Year 5, Day 149: I’ve been having vivid involved dreams again, not necessarily nightmares but alternate reality types of things. I usually wake up still half in that reality so I remember them pretty clearly, but they are weird.

I feel absurd for even thinking this but I was doing more research on native to CA flowers that aren’t toxic to animals (and people of course) and hopefully perennials. I planted poppies this year since we are currently without dog but that was unsuccessful anyway. I found baby blue eyes and am contemplating splurging on a ridiculous number of seeds (using a gift card!) in hopes they will be easy to grow and will produce the “field full of flowers” impression I’d like to have. $16 on more flower seeds that may come to nothing??

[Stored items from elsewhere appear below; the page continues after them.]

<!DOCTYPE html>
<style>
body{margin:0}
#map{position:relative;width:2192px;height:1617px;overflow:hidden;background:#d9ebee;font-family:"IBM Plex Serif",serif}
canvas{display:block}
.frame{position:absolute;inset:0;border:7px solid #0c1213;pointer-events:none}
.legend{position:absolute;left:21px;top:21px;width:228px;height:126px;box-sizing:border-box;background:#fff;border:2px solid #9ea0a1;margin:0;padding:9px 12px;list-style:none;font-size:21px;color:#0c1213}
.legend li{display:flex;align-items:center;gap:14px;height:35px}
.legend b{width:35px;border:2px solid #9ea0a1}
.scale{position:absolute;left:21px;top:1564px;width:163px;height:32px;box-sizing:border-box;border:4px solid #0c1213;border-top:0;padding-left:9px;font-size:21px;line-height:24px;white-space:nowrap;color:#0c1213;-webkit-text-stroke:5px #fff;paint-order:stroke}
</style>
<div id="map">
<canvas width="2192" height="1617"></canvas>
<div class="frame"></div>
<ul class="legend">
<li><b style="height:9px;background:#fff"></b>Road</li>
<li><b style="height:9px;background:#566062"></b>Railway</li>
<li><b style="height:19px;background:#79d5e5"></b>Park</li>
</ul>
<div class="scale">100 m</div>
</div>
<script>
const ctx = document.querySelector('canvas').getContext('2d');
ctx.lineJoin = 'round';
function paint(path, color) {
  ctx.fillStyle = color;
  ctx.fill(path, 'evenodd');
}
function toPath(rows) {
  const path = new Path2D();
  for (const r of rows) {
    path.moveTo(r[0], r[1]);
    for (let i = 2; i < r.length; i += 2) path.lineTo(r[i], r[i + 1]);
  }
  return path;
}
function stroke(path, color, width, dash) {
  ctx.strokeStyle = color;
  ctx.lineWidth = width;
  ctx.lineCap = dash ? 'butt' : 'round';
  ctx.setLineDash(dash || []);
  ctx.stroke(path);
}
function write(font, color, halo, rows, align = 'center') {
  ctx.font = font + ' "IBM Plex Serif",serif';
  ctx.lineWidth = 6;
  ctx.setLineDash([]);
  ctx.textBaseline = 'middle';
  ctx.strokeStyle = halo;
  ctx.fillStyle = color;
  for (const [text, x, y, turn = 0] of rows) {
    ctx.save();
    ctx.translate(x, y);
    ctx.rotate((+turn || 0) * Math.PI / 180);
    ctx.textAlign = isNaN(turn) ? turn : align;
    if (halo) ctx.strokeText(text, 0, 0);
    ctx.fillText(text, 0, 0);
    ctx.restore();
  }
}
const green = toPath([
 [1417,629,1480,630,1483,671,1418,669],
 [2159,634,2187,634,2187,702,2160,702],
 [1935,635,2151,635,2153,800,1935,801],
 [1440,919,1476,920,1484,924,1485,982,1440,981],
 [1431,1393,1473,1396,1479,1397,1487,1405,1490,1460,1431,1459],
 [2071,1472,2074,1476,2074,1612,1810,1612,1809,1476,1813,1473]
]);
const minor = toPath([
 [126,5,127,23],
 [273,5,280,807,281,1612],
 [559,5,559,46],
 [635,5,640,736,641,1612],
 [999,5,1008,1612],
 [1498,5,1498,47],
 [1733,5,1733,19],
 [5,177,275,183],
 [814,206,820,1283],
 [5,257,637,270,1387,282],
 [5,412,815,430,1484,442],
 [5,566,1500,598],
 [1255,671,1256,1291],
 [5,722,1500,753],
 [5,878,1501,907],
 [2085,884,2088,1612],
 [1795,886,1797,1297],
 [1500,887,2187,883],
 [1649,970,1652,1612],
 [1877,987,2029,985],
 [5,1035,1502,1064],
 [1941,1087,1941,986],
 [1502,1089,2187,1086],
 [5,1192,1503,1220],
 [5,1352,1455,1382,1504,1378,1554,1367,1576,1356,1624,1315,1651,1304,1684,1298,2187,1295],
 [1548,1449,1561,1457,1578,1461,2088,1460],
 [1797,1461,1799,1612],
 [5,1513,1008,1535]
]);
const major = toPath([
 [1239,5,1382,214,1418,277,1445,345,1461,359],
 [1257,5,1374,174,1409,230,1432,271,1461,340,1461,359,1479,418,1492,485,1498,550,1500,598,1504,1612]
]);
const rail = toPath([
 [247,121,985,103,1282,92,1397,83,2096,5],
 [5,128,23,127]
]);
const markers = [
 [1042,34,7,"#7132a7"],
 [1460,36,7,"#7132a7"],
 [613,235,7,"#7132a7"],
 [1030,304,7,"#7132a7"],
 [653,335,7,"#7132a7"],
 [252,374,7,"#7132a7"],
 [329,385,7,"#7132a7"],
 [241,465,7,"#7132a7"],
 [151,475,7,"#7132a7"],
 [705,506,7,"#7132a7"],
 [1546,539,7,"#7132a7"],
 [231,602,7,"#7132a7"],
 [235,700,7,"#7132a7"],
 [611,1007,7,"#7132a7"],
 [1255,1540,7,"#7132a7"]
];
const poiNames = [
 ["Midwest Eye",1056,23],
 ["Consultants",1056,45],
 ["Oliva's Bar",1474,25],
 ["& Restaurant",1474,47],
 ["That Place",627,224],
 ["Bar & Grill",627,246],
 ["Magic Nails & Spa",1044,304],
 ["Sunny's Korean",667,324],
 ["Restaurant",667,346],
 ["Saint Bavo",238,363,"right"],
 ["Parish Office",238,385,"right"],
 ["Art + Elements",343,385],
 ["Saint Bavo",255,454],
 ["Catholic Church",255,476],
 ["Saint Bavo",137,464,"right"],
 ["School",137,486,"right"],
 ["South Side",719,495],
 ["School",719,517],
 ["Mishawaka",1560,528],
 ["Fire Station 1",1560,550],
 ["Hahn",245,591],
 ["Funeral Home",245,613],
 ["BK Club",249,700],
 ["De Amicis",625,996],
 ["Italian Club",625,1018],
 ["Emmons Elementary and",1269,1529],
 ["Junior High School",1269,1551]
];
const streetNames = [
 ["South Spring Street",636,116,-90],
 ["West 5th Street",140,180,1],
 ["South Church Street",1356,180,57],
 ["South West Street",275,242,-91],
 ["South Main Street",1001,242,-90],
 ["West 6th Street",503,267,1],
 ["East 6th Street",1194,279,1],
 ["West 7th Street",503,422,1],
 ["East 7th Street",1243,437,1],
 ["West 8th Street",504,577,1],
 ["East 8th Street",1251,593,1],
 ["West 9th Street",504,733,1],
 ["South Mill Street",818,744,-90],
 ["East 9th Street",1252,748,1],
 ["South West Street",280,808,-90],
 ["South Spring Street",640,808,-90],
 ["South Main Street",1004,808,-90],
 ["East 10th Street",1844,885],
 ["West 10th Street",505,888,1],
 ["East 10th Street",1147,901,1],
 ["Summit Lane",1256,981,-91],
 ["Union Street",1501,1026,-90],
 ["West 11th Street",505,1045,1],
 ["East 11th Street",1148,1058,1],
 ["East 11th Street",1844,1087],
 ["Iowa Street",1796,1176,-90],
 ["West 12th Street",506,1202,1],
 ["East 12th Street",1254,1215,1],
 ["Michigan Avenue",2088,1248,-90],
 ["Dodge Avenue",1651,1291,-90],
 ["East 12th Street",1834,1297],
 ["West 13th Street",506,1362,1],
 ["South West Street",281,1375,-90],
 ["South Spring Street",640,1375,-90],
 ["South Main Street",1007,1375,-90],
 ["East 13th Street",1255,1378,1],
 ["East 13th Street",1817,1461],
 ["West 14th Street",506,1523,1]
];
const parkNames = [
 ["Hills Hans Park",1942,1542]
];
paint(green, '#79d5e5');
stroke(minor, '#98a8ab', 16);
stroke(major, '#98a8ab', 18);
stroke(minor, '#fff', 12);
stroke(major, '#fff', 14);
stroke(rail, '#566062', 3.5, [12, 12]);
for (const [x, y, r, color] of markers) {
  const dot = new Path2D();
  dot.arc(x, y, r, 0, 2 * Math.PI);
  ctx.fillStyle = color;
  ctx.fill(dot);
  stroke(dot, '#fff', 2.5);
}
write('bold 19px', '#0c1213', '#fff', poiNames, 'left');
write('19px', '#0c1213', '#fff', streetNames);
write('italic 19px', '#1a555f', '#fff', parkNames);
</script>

2 Responses to “Living in the time of pandemic: COVID-19 (223)”

  1. bethh says:

    $16 on seeds may not produce physical flowers – but it might! And in the meantime it keeps you entertained looking for the. Seems worthy to me.

    Yes, our bodies are a silly maintenance project – but have you looked at cats? all that hair and only their tongue to clean it??? I think we definitely are an upgrade from that situation – never mind the thumbs thing.

    • Revanche says:

      I keep waffling so I put them on my wish list for the moment. Maybe I’ll wish list some seeds for Christmas since I can never think of anything I want for our one friend to gift.

      Okay, you make a really good point. We are very poorly designed but no fur at least. But they do get the compensatory claws and leaping ability! What do we get?? Thumbs, I suppose.